Прикольное рассуждение.

----------


## Топпер

> Нет, разница всё же есть. В христианских конфессиях объектом прибежища является церковь, как одна из драгоценностей (типа тело Христа), а в буддийских традициях все драгоценности идентичны.


Именно, что разные.
Будда ушедший в безостаточную ниббану в Тхераваде  или Будда продолжающий действовать в сансаре, согласно махаянсим воззрениям.

Дхаммы - разные однозначно. Цели пути разные: достижение Ниббаны или Состяния Будды (неприбывающая нирвана в которой он находится по махаянским воззрениям)

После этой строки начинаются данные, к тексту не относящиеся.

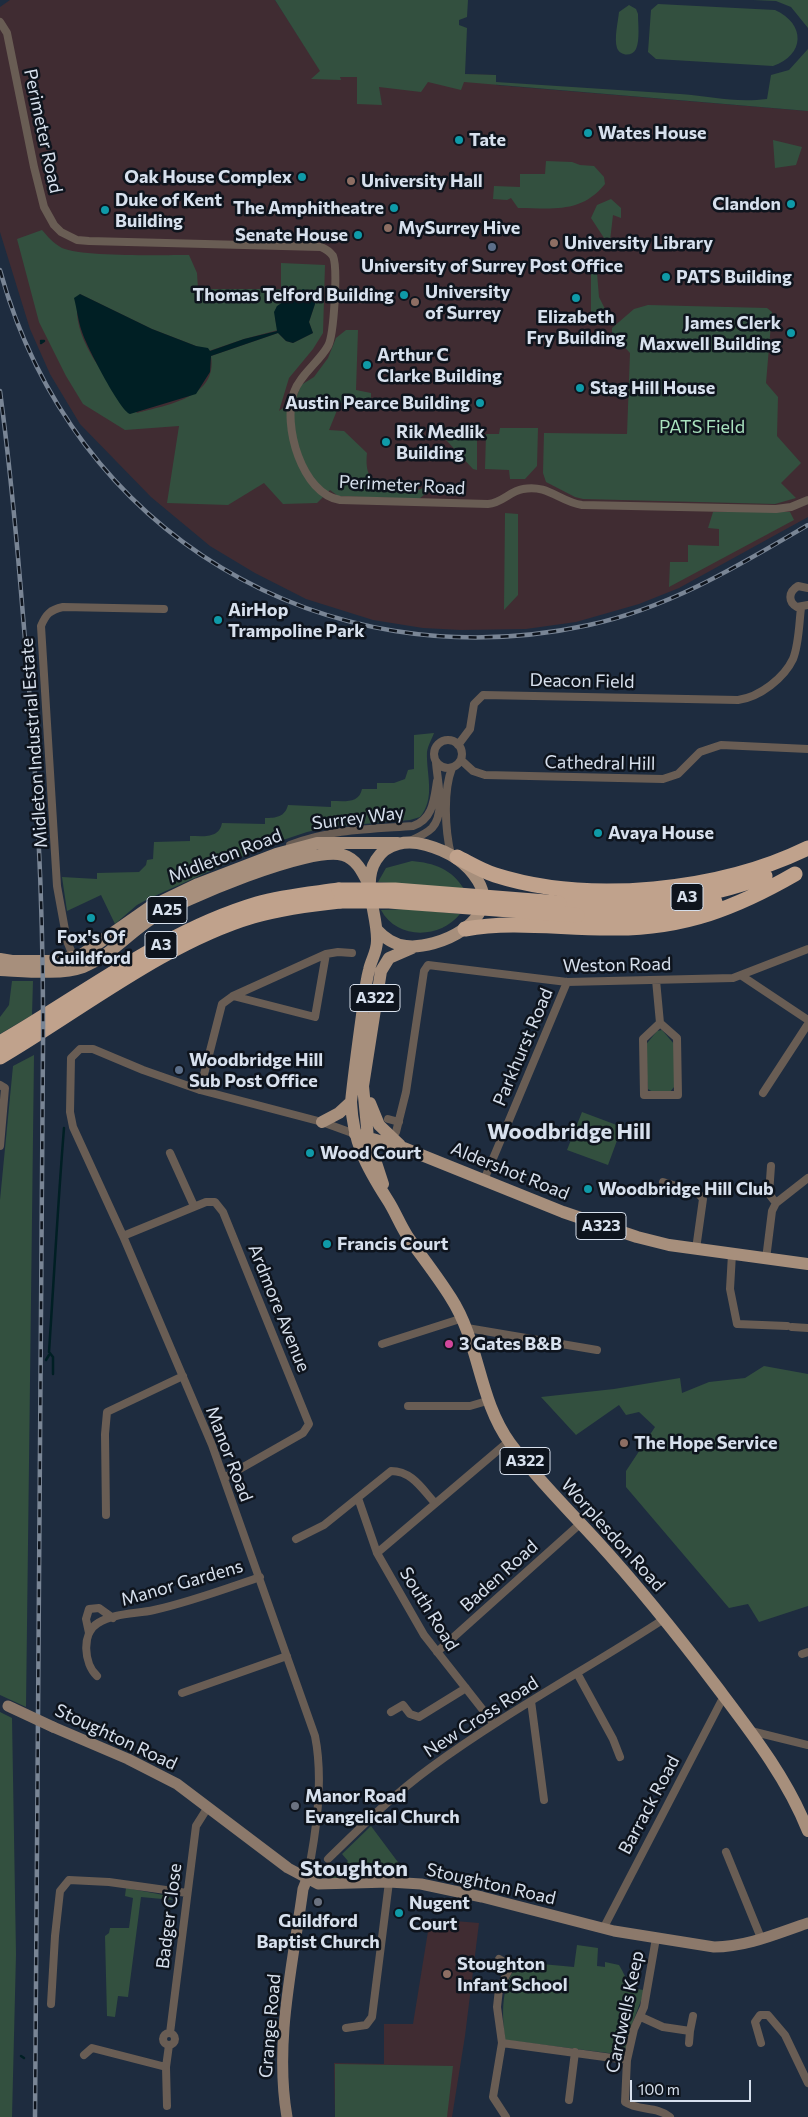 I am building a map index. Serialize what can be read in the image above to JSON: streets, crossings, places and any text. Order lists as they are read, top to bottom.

Сангхи разные: 8 Арьяпуггала в Тхераваде и Бодхисаттвы 10 бхуми + Будды с эманациями продолжающие действовать в  Махаяне.



> Это чтоже, выходит, что Щакьямуни по становлению буддой ушёл в безостаточность, а 40 лет по лесам ходила еретическая эманация или тулку?


Я имею в виду после Махапариниббаны.



> Эманации и тулку - рабочая терминология которой нет в тхераваде, если нет терминологии, то не значит что нет процесса к которому применима эта терминология.


Тхеравада не включает подобную терминологию в свои концепции. Махаяна - включает. Налицо разница в возрениях.

----------


## Топпер

> К слову, махаяна же учение для бодхисаттв, которые приводят существ к освобождению в том числе и с помощью _не махаянских_ методов. Махаяна признаёт все учения Будды и настоящий махаянист _не может_ оспаривать истинность и эффективность никакого учения Будды.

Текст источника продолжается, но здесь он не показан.